_Work required_.
Please find the lines in the entries below that contain the word "check", and copy each one.

_Data section_.
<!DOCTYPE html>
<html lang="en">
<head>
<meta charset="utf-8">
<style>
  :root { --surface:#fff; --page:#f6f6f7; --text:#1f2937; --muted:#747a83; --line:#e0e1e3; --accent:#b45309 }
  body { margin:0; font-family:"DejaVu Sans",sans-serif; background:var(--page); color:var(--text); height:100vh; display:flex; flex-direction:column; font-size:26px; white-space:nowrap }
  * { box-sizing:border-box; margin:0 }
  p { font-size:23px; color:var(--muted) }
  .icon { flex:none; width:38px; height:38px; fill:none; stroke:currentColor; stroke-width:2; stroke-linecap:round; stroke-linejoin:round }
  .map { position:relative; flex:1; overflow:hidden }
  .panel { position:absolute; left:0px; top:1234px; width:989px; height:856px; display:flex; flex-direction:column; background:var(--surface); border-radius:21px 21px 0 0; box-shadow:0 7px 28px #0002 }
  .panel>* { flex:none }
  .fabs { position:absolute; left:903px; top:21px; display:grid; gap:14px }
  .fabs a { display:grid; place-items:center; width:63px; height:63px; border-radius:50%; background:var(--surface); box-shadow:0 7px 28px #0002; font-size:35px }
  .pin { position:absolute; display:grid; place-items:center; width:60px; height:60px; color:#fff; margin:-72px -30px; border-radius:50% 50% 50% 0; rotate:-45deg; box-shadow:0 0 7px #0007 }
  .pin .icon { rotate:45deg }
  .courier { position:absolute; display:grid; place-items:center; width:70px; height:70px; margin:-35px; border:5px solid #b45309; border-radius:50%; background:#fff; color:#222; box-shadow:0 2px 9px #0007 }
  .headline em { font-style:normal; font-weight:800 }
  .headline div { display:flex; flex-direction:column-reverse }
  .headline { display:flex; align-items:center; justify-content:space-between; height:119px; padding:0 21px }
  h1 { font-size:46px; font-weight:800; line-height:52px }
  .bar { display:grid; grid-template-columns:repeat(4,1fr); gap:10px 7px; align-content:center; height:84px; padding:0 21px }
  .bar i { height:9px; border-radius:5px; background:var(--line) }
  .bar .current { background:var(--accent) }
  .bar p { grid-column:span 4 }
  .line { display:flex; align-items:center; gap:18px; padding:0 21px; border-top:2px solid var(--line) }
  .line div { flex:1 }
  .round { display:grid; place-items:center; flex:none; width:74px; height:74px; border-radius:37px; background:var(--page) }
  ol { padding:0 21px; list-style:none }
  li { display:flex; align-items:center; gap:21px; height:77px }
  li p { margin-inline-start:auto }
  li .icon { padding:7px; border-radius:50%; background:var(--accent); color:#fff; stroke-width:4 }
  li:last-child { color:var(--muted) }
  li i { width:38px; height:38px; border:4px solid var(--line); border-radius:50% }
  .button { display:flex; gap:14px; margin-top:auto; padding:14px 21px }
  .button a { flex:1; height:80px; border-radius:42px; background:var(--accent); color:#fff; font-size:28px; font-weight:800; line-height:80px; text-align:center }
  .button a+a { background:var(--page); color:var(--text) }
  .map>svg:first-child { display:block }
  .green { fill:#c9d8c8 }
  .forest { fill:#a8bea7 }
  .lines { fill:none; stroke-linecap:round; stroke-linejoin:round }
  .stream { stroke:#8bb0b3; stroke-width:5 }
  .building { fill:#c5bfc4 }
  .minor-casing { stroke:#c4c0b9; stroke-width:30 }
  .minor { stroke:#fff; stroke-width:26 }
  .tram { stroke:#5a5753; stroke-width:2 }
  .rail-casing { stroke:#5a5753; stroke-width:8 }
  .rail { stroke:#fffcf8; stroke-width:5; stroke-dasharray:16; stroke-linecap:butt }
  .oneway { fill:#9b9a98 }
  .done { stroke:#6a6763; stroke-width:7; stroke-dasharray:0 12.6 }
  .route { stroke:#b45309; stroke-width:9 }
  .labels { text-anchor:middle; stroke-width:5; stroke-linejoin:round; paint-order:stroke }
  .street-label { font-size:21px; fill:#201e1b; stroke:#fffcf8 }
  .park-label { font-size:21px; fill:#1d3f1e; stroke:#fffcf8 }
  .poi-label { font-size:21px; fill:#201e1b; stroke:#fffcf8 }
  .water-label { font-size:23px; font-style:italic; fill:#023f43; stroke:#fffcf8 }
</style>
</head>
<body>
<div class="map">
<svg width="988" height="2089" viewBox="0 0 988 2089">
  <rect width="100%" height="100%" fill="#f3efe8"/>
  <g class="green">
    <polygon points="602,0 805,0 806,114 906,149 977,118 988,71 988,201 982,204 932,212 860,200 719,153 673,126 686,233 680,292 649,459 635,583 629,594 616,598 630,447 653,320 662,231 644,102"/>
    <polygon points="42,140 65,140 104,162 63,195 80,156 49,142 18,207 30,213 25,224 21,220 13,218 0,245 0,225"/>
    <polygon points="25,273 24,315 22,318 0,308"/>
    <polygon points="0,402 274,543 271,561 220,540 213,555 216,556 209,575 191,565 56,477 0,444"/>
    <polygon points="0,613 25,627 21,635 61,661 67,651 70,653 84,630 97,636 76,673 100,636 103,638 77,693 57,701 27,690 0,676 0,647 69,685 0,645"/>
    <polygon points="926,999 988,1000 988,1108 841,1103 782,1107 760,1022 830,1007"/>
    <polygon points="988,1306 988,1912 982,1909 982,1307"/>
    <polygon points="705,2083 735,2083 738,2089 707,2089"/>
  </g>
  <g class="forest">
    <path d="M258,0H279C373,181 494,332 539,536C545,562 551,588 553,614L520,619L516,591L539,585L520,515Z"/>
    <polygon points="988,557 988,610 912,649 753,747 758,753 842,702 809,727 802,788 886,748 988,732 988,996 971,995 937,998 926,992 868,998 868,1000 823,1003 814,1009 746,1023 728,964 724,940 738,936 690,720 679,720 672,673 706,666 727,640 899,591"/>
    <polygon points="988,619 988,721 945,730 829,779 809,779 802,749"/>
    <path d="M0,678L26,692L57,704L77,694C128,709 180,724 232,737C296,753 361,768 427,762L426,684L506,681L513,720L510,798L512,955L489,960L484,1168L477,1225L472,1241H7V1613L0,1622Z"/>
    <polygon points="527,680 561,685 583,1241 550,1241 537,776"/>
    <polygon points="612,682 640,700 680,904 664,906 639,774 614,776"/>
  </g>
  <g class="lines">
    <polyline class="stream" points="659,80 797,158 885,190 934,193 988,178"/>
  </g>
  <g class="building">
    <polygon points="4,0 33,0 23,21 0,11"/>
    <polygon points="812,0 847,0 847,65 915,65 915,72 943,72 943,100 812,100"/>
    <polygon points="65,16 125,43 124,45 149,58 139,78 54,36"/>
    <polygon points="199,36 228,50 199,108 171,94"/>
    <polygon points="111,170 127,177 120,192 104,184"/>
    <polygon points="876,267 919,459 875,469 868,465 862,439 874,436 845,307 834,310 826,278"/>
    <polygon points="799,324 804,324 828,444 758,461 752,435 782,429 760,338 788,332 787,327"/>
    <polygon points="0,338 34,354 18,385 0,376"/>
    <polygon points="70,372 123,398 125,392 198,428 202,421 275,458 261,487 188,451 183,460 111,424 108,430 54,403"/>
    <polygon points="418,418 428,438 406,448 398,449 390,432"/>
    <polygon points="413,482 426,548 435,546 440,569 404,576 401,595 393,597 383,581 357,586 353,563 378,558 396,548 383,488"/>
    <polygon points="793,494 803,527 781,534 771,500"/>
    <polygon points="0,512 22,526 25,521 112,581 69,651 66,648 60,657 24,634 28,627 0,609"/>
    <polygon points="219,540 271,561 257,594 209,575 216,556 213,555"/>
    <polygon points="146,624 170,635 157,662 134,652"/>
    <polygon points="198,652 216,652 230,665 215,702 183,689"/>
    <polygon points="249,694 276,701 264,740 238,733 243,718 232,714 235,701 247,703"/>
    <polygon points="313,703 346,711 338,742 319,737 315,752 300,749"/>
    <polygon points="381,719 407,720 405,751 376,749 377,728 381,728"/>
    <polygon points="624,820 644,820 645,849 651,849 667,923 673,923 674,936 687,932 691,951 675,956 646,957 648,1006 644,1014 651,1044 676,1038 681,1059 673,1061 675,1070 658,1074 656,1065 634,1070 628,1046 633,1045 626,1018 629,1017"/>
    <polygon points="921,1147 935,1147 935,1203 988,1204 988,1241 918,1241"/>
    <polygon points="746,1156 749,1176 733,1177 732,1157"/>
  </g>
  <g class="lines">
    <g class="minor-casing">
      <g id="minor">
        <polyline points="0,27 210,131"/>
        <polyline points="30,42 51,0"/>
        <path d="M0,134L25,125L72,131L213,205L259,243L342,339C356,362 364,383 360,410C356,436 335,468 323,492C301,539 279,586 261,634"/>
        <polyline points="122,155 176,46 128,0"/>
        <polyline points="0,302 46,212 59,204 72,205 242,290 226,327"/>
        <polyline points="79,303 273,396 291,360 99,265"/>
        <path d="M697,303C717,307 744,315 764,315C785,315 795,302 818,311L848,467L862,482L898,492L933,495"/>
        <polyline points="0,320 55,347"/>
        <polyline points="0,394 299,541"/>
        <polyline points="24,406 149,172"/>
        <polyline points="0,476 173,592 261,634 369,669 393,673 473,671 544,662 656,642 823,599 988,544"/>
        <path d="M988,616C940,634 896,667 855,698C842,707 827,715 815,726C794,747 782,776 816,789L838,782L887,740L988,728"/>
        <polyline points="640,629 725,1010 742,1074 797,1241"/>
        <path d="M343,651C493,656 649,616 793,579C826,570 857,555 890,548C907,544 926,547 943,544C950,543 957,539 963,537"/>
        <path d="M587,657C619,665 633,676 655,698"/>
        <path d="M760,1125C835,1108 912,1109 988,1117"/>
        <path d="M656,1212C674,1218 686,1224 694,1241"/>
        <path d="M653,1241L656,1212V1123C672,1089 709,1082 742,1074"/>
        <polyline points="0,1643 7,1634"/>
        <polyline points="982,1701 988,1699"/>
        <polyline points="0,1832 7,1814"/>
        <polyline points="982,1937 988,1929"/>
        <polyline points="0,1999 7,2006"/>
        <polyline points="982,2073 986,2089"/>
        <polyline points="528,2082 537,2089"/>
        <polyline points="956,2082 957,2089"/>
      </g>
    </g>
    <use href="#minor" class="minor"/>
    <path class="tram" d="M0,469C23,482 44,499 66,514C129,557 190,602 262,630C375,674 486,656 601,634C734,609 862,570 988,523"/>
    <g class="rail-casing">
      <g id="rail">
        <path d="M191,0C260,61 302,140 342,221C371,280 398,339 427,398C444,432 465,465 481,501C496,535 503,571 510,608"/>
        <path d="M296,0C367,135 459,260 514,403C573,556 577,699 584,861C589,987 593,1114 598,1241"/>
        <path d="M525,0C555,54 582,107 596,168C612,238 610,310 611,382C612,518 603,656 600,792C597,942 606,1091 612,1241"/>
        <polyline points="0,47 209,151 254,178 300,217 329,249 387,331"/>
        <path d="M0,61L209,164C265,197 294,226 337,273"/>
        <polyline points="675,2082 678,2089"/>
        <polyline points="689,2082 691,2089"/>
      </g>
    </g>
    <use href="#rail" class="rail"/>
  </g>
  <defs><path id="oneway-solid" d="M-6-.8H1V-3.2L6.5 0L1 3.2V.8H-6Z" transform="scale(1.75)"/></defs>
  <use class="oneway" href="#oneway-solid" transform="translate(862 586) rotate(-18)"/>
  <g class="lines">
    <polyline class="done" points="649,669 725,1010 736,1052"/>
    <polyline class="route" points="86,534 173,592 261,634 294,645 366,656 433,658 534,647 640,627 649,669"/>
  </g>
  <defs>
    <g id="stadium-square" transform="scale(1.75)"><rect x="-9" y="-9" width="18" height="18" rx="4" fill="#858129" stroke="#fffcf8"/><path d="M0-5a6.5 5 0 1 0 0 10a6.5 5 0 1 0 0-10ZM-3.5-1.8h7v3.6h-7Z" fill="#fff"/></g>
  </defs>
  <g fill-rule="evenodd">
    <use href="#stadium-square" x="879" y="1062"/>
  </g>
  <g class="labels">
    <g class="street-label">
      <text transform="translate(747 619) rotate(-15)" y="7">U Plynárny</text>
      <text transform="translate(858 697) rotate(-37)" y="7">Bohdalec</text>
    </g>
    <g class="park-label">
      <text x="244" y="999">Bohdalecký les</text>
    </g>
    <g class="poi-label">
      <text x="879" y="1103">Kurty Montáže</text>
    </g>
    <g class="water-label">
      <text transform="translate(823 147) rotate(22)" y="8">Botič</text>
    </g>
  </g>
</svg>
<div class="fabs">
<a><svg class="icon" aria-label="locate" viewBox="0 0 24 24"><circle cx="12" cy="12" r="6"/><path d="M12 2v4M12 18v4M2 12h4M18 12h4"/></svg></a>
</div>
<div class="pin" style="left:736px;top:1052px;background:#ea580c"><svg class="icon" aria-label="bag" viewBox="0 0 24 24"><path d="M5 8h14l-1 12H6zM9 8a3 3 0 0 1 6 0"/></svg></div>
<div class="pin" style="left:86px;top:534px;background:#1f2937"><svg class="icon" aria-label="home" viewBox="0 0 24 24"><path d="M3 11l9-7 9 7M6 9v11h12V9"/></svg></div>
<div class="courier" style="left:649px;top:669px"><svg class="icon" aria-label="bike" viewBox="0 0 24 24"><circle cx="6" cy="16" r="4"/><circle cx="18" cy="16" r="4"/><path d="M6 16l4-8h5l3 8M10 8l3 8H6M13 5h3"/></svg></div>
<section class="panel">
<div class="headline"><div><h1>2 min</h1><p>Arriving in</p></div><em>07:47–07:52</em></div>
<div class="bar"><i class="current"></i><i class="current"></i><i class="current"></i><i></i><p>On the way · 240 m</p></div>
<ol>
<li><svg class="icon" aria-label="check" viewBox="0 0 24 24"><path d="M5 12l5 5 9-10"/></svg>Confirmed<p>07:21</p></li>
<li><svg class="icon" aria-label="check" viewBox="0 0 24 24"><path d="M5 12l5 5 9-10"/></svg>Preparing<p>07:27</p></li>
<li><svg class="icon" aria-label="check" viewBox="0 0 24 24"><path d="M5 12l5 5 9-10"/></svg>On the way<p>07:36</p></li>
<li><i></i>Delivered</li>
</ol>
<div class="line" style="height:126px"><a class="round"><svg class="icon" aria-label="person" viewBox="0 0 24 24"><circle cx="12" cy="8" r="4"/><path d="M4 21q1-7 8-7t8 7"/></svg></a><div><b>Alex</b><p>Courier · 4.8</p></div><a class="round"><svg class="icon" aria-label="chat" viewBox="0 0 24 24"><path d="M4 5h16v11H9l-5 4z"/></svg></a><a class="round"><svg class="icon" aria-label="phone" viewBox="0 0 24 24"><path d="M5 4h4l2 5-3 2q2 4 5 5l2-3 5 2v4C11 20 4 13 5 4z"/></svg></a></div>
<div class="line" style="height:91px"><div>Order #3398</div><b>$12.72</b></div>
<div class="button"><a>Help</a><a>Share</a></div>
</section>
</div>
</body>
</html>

_Exercise response_.
<li><svg class="icon" aria-label="check" viewBox="0 0 24 24"><path d="M5 12l5 5 9-10"/></svg>Confirmed<p>07:21</p></li>
<li><svg class="icon" aria-label="check" viewBox="0 0 24 24"><path d="M5 12l5 5 9-10"/></svg>Preparing<p>07:27</p></li>
<li><svg class="icon" aria-label="check" viewBox="0 0 24 24"><path d="M5 12l5 5 9-10"/></svg>On the way<p>07:36</p></li>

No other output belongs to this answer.